▸ PROBLEM DETAILS: Write only the number of lines in the data that contain the word "Fachklinik".

──────

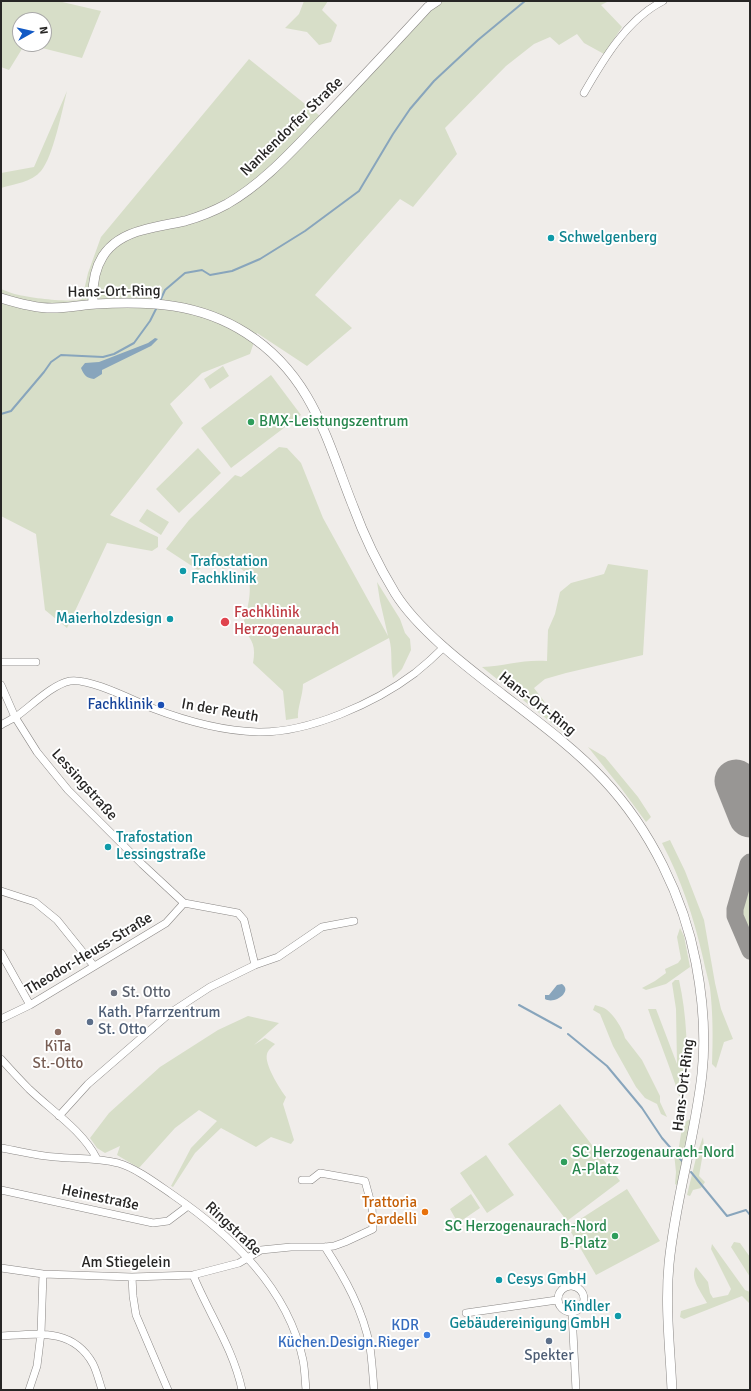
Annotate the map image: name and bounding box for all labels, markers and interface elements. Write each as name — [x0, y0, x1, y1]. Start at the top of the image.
north arrow — [12, 12, 52, 52]
text: N — [36, 26, 50, 35]
street label: Nankendorfer Straße — [237, 74, 347, 180]
place label: Schwelgenberg — [559, 229, 657, 247]
marker: Schwelgenberg — [546, 233, 556, 243]
street label: Hans-Ort-Ring — [67, 282, 161, 302]
place label: BMX-Leistungszentrum — [259, 413, 409, 431]
marker: BMX-Leistungszentrum — [246, 417, 256, 427]
place label: Trafostation Fachklinik — [191, 553, 268, 588]
marker: Trafostation Fachklinik — [178, 566, 188, 576]
place label: Fachklinik Herzogenaurach — [234, 604, 339, 639]
place label: Maierholzdesign — [56, 610, 162, 628]
marker: Maierholzdesign — [165, 614, 175, 624]
marker: Fachklinik Herzogenaurach — [219, 616, 231, 628]
street label: Hans-Ort-Ring — [495, 668, 579, 740]
street label: In der Reuth — [180, 695, 260, 727]
place label: Fachklinik — [87, 696, 153, 714]
marker: Fachklinik — [156, 700, 166, 710]
street label: Lessingstraße — [47, 746, 121, 824]
place label: Trafostation Lessingstraße — [116, 829, 206, 864]
marker: Trafostation Lessingstraße — [103, 842, 113, 852]
street label: Theodor-Heuss-Straße — [22, 909, 156, 999]
place label: St. Otto — [122, 984, 171, 1002]
marker: St. Otto — [109, 988, 119, 998]
place label: Kath. Pfarrzentrum St. Otto — [98, 1004, 221, 1039]
marker: Kath. Pfarrzentrum St. Otto — [85, 1017, 95, 1027]
marker: KiTa St.-Otto — [53, 1027, 63, 1037]
place label: KiTa St.-Otto — [33, 1038, 83, 1073]
street label: Hans-Ort-Ring — [669, 1038, 699, 1132]
place label: SC Herzogenaurach-Nord A-Platz — [572, 1144, 734, 1179]
marker: SC Herzogenaurach-Nord A-Platz — [559, 1157, 569, 1167]
street label: Heinestraße — [59, 1181, 141, 1215]
place label: Trattoria Cardelli — [362, 1194, 417, 1229]
street label: Ringstraße — [201, 1198, 265, 1260]
marker: Trattoria Cardelli — [420, 1207, 430, 1217]
place label: SC Herzogenaurach-Nord B-Platz — [445, 1218, 607, 1253]
marker: SC Herzogenaurach-Nord B-Platz — [610, 1231, 620, 1241]
street label: Am Stiegelein — [81, 1254, 171, 1272]
place label: Cesys GmbH — [507, 1271, 587, 1289]
marker: Cesys GmbH — [494, 1275, 504, 1285]
place label: Kindler Gebäudereinigung GmbH — [449, 1298, 610, 1333]
marker: Kindler Gebäudereinigung GmbH — [613, 1311, 623, 1321]
place label: KDR Küchen.Design.Rieger — [278, 1317, 419, 1352]
marker: KDR Küchen.Design.Rieger — [422, 1330, 432, 1340]
marker: Spekter — [544, 1336, 554, 1346]
place label: Spekter — [524, 1347, 574, 1365]

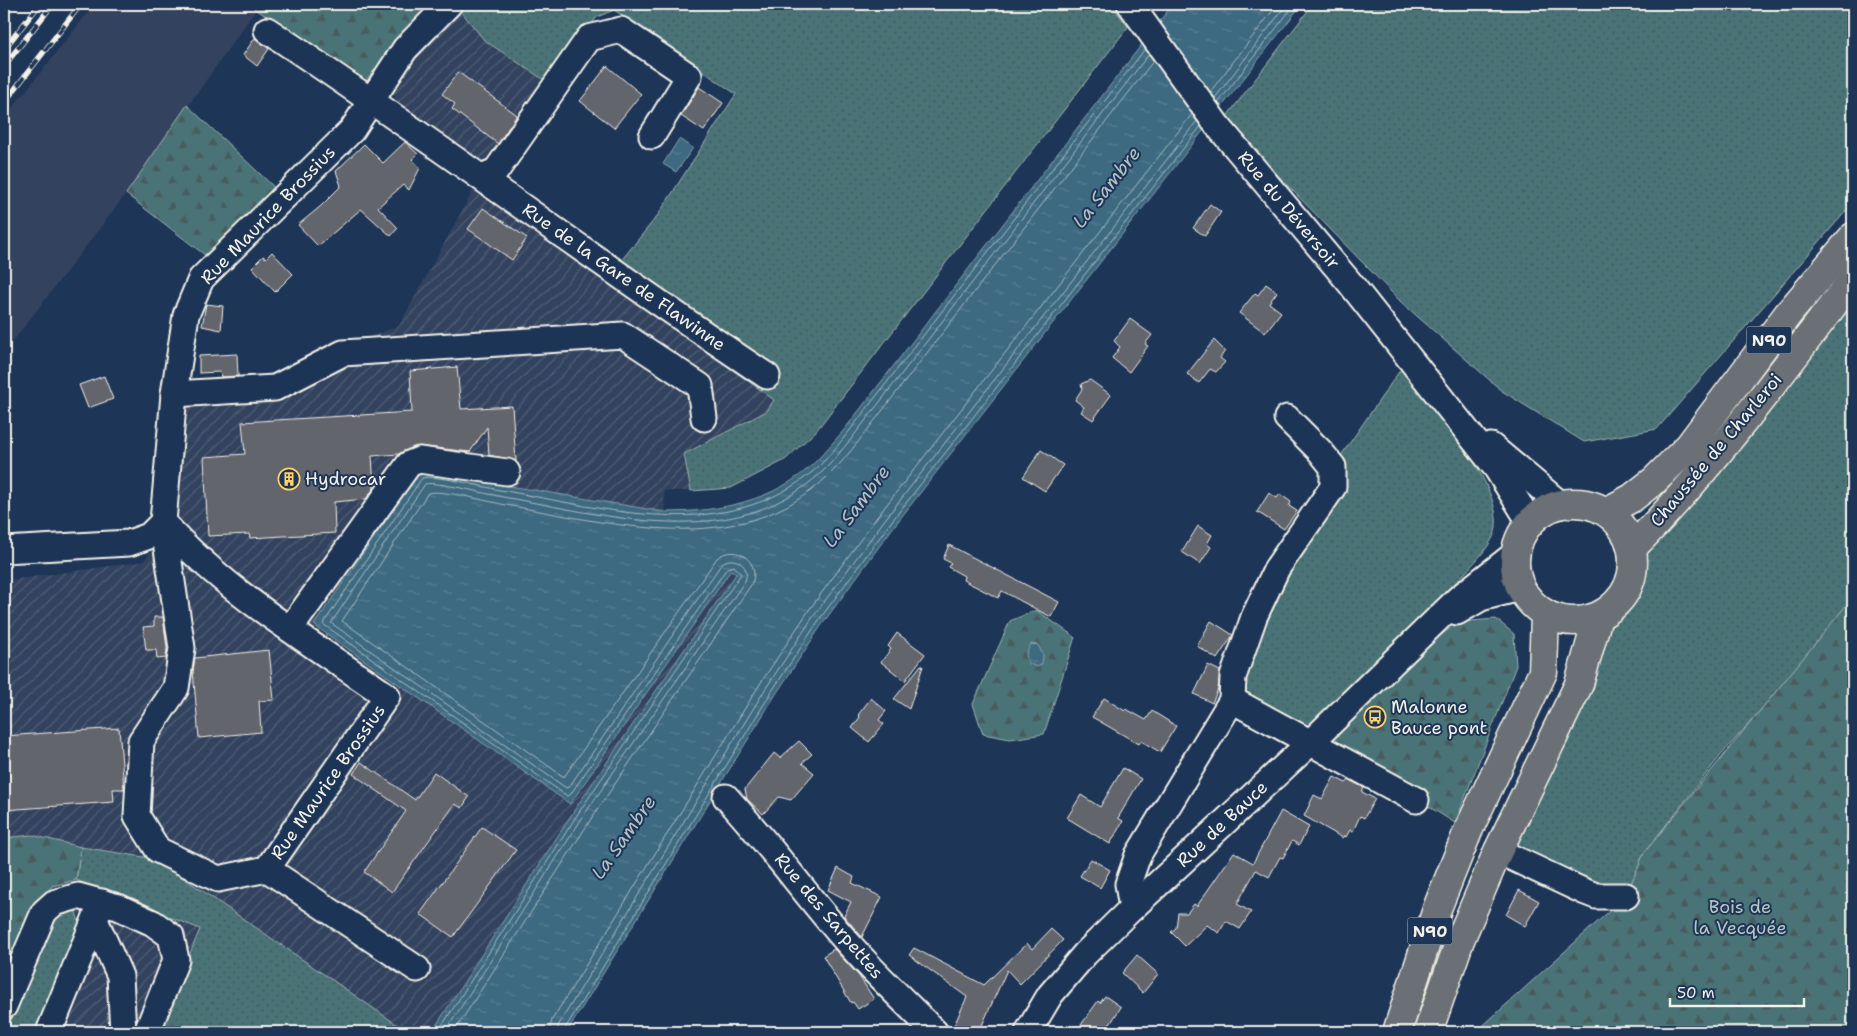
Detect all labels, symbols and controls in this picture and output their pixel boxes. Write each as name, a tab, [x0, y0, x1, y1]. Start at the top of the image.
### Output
street label: Rue Maurice Brossius	[195, 140, 341, 290]
water label: La Sambre	[1067, 141, 1146, 233]
street label: Rue du Déversoir	[1232, 146, 1346, 274]
street label: Rue de la Gare de Flawinne	[518, 197, 730, 357]
road number: N90	[1746, 326, 1792, 354]
street label: Chaussée de Charleroi	[1645, 368, 1787, 532]
water label: La Sambre	[817, 460, 896, 553]
building icon: Hydrocar	[277, 467, 301, 491]
place label: Hydrocar	[305, 467, 386, 491]
place label: Malonne Bauce pont	[1391, 695, 1488, 740]
street label: Rue Maurice Brossius	[265, 699, 391, 865]
bus stop icon: Malonne Bauce pont	[1363, 705, 1387, 729]
street label: Rue de Bauce	[1171, 775, 1273, 873]
water label: La Sambre	[585, 790, 661, 884]
street label: Rue des Sarpettes	[769, 848, 889, 984]
park label: Bois de la Vecquée	[1693, 895, 1787, 940]
road number: N90	[1408, 918, 1452, 944]
scale bar	[1670, 976, 1803, 1008]
text: 50 m	[1677, 983, 1715, 1003]

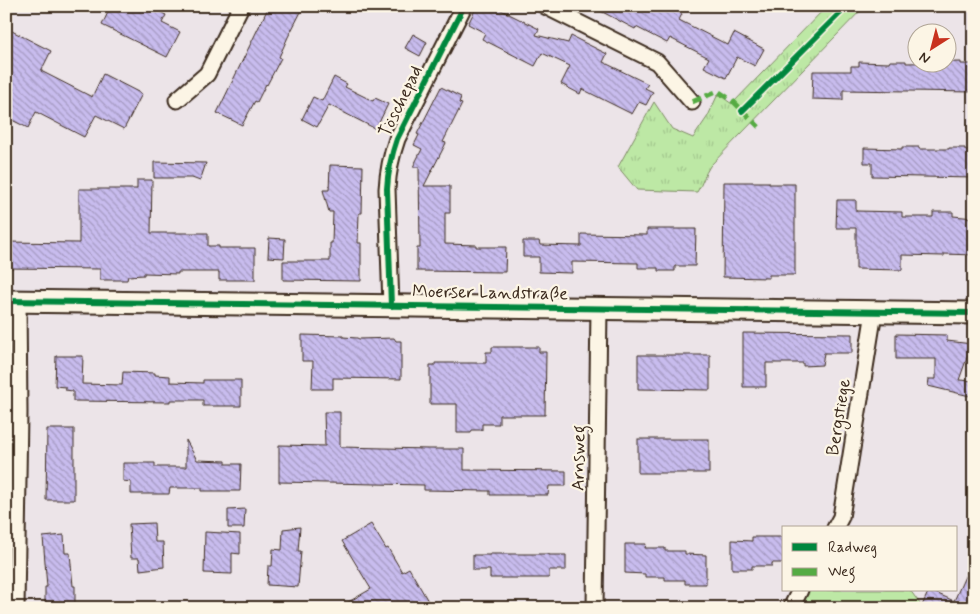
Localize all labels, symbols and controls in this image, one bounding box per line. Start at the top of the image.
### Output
north arrow [908,22,958,72]
text: N [916,48,934,68]
street label: Töschepad [373,62,429,141]
street label: Moerser Landstraße [412,280,568,306]
street label: Bergstiege [821,377,858,457]
street label: Arnsweg [566,425,594,491]
legend [782,526,958,592]
text: Radweg [828,538,877,558]
text: Weg [828,562,855,583]

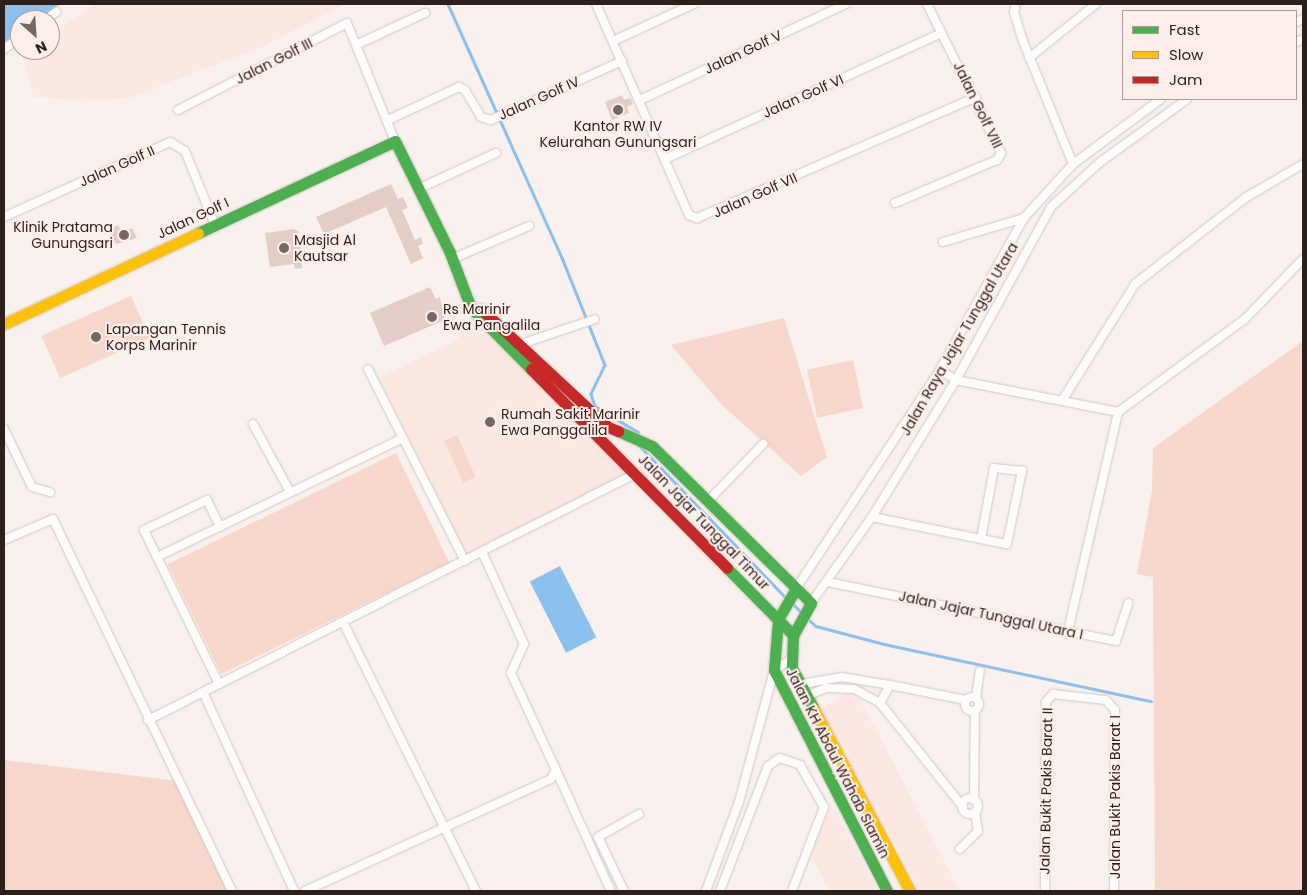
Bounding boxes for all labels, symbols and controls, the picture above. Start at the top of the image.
north arrow [10,10,60,60]
legend [1122,10,1297,100]
text: Fast [1169,19,1200,40]
street label: Jalan Golf V [702,27,784,77]
street label: Jalan Golf III [233,34,315,88]
text: N [32,36,50,59]
text: Slow [1169,44,1203,65]
street label: Jalan Golf VIII [950,59,1006,151]
text: Jam [1169,69,1203,90]
street label: Jalan Golf VI [760,71,846,121]
street label: Jalan Golf IV [496,73,582,123]
marker: Kantor RW IV Kelurahan Gunungsari [612,104,624,116]
place label: Kantor RW IV Kelurahan Gunungsari [540,118,696,150]
street label: Jalan Golf II [77,142,157,190]
street label: Jalan Golf VII [710,169,800,221]
street label: Jalan Golf I [154,194,232,242]
place label: Klinik Pratama Gunungsari [13,219,113,252]
marker: Klinik Pratama Gunungsari [117,228,131,242]
place label: Masjid Al Kautsar [294,232,356,264]
street label: Jalan Raya Jajar Tunggal Utara [897,239,1021,439]
marker: Masjid Al Kautsar [278,242,290,254]
place label: Rs Marinir Ewa Pangalila [443,301,540,334]
marker: Rs Marinir Ewa Pangalila [425,310,439,324]
place label: Lapangan Tennis Korps Marinir [106,321,226,354]
marker: Lapangan Tennis Korps Marinir [90,331,102,343]
place label: Rumah Sakit Marinir Ewa Panggalila [501,406,640,438]
marker: Rumah Sakit Marinir Ewa Panggalila [483,415,497,429]
street label: Jalan Jajar Tunggal Timur [635,451,773,593]
street label: Jalan Jajar Tunggal Utara I [897,587,1085,643]
street label: Jalan KH Abdul Wahab Siamin [783,665,893,861]
street label: Jalan Bukit Pakis Barat II [1036,707,1056,875]
street label: Jalan Bukit Pakis Barat I [1107,715,1123,879]

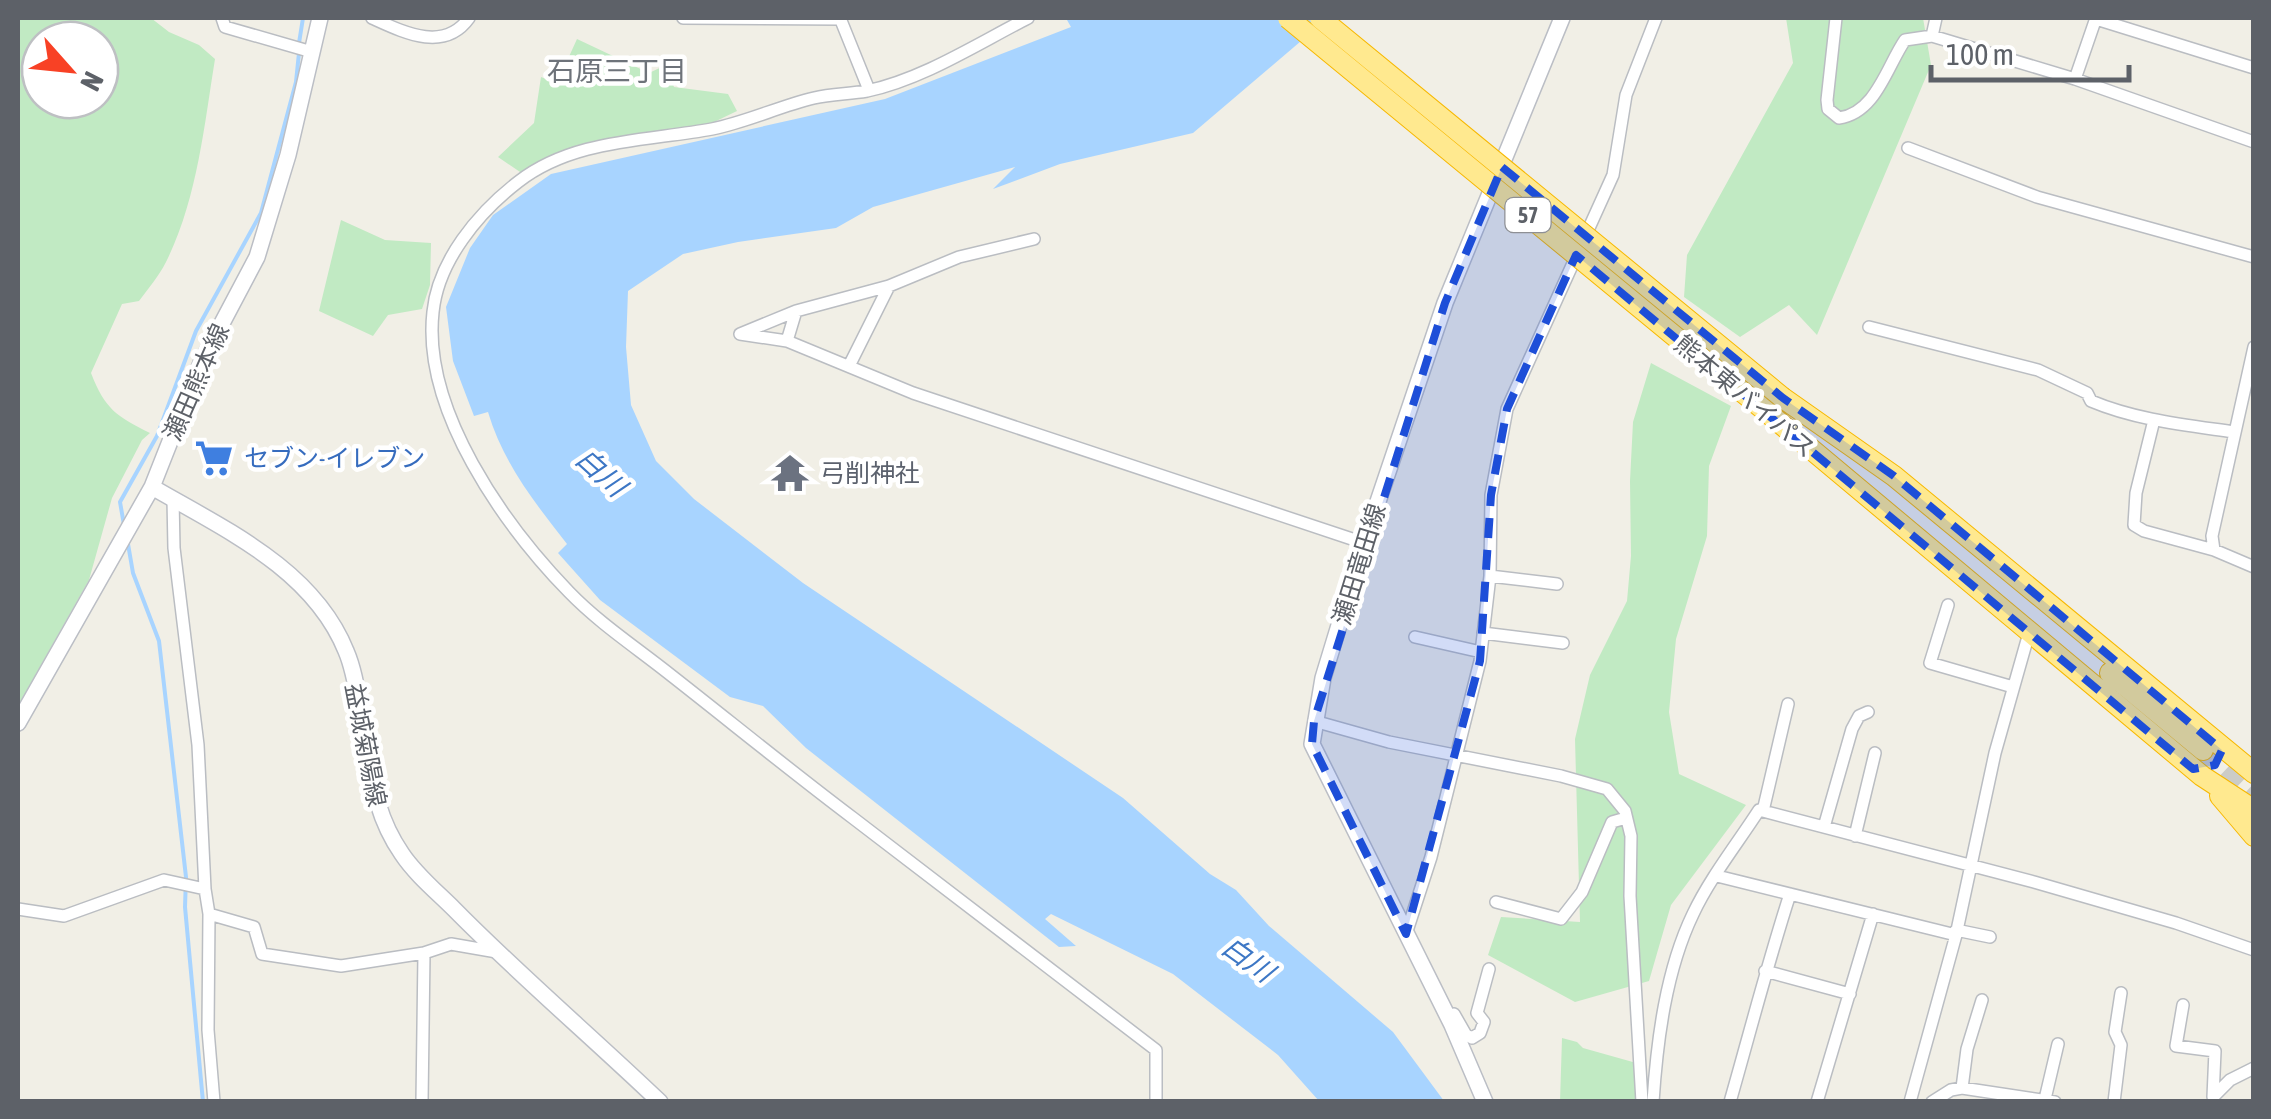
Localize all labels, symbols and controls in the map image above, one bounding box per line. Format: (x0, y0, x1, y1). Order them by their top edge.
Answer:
north arrow (20, 20, 120, 120)
scale bar (1931, 20, 2128, 82)
text: 100 m (1946, 37, 2014, 71)
district label: 石原三丁目 (547, 55, 687, 87)
text: N (74, 67, 110, 96)
road number: 57 (1506, 198, 1550, 232)
street label: 瀬田熊本線 (158, 319, 234, 445)
street label: 熊本東バイパス (1669, 329, 1821, 463)
supermarket icon: セブン-イレブン (193, 437, 235, 479)
water label: 白川 (569, 441, 635, 505)
place label: セブン-イレブン (244, 444, 425, 472)
temple icon: 弓削神社 (769, 452, 811, 494)
place label: 弓削神社 (820, 459, 920, 487)
street label: 瀬田竜田線 (1327, 500, 1391, 628)
street label: 益城菊陽線 (340, 681, 392, 809)
water label: 白川 (1216, 930, 1282, 990)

──────

▸ REPLY: 6